Thanks to systemic prejudice, LGBTQ people are also much more likely to live in poverty, especially trans women of color; the majority of Black trans people in Washington, D.C., earn less than $10,000 annually. Poverty is a known driver of health-care disparities. Trans people are also un- or under-insured at much higher rates than the general population—one reason Section 1557 of the Affordable Care Act, which bars discrimination on the basis of race, sex, disability, age, or national origin, was so important. The Obama administration interpreted Section 1557 to mean that insurers could not deny coverage to transgender people on the basis of their gender identity.

Section 1557, said Schaaff, is directly at risk from rulemaking like this. “It’s a back door to discriminate,” they say, noting that the Obama administration very deliberately did not include religious exemptions in its rulemaking on discrimination in health-care settings, while it did explicitly include gender identity.
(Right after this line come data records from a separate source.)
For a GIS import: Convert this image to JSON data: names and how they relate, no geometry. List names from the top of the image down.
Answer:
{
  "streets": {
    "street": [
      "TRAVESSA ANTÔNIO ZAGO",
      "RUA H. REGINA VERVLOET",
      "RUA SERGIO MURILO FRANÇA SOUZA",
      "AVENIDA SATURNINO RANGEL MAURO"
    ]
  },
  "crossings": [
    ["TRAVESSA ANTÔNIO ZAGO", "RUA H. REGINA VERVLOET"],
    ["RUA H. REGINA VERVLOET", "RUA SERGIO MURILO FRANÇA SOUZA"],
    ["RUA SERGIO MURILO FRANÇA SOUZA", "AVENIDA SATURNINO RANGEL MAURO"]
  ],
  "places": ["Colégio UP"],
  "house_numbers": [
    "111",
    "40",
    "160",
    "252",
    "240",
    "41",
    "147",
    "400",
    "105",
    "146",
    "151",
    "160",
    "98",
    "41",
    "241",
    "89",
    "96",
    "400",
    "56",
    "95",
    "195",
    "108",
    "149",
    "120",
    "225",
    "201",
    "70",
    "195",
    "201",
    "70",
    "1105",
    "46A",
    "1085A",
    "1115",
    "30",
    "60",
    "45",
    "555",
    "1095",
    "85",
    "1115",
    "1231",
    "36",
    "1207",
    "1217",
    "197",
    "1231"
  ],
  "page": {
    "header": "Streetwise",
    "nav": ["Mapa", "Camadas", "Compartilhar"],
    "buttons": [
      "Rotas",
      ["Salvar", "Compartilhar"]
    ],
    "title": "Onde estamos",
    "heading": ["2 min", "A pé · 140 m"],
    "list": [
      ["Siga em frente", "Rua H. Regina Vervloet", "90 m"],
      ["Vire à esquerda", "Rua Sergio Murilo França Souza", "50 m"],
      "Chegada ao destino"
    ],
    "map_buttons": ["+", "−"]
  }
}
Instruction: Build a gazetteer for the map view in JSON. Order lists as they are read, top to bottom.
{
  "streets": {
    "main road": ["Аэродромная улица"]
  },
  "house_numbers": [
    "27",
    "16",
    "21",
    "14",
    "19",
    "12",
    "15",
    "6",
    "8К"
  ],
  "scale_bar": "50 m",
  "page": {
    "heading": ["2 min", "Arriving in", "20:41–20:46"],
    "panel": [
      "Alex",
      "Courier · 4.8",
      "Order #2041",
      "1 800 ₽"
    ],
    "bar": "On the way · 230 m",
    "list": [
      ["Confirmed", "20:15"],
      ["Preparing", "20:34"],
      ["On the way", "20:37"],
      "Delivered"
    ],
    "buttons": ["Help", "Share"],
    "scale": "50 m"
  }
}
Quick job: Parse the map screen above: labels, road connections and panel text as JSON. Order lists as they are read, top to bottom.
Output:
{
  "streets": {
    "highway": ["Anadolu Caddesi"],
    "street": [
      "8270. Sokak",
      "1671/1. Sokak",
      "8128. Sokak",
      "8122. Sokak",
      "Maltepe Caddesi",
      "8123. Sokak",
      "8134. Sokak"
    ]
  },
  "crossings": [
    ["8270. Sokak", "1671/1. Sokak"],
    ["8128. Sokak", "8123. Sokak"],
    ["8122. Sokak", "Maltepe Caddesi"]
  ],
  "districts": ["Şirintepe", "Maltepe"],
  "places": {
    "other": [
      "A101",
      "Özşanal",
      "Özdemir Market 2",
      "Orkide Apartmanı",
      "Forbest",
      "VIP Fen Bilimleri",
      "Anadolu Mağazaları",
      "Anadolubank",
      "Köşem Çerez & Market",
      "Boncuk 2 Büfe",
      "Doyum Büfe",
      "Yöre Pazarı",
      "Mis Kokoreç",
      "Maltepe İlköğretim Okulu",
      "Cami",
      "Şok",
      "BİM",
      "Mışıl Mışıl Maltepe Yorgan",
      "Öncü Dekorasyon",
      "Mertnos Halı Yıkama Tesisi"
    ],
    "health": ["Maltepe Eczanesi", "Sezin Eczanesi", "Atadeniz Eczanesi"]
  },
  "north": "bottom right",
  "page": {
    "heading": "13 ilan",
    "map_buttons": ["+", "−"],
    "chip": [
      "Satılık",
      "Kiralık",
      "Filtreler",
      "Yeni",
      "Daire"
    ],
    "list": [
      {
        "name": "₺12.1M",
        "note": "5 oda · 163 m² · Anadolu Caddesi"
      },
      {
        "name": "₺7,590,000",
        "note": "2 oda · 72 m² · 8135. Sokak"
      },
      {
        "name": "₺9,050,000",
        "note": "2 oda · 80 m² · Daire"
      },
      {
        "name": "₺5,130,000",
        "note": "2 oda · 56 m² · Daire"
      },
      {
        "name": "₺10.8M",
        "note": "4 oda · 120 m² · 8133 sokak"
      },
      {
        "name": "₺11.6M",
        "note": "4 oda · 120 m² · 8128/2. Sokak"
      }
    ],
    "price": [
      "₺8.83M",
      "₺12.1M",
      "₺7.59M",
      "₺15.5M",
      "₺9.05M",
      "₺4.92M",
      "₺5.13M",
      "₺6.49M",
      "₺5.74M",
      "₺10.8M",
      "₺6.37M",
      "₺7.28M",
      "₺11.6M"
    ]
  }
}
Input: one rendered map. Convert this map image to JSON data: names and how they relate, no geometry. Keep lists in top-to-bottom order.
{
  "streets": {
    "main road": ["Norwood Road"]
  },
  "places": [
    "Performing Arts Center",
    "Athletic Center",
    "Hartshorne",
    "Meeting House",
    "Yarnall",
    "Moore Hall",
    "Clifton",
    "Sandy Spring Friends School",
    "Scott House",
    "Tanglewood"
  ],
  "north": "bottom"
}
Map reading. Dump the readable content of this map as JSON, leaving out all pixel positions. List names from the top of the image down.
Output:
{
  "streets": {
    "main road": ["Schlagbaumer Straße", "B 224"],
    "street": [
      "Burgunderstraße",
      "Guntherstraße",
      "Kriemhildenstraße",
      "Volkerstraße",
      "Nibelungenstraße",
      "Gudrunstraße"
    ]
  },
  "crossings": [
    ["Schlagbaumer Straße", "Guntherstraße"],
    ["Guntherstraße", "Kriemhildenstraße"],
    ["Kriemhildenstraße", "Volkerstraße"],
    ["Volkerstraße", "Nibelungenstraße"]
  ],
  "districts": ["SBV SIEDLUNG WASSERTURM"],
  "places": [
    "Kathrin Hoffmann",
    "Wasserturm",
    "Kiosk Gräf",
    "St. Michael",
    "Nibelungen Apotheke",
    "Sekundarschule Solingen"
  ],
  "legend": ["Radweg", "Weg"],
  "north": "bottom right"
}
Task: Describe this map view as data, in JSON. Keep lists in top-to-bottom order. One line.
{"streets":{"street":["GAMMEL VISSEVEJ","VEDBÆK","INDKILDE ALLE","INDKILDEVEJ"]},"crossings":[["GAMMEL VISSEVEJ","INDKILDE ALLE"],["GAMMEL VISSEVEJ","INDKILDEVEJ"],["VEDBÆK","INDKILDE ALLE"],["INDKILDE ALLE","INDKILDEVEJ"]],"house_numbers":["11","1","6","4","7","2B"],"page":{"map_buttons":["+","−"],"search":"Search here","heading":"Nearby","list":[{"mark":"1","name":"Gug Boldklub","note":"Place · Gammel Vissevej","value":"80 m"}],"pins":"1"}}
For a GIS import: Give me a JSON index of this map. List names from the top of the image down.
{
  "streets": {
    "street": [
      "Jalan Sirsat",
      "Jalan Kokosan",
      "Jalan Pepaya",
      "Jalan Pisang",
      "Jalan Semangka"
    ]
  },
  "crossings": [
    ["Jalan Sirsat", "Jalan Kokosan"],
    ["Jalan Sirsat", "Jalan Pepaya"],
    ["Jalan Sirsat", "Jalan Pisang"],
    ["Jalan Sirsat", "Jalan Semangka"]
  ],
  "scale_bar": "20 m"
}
Within months of Donald Trump’s inauguration, the HHS had removed the “gender identity” language from its website and indicated an intent to stop enforcing gender identity discrimination complaints.  By tasking its civil rights office with enforcement of this rule, HHS effectively says enshrining the right to refuse care is a civil rights matter—for the person denying the care, not the vulnerable patient.

Even if the rule didn’t allow objectors to deprive patients of access to information about health-care providers who will treat them, people limited by geography, insurance coverage, the inability to pay out of pocket, and emergency situations may be unable to find anyone else. This could be particularly dangerous for those with urgent needs, like people seeking abortions in states with narrow legal windows to do so, trans people in mental health crisis, or patients experiencing emergent complications from chronic illnesses or disabilities.

“By giving legal cover for discrimination, the Trump-Pence administration is encouraging providers to deny people health care based on their own homophobia or misogyny, while worsening health care access and forcing some to forgo care altogether,” Dr. Leana Wen, president of Planned Parenthood Federation of America, told Rewire.News in a statement.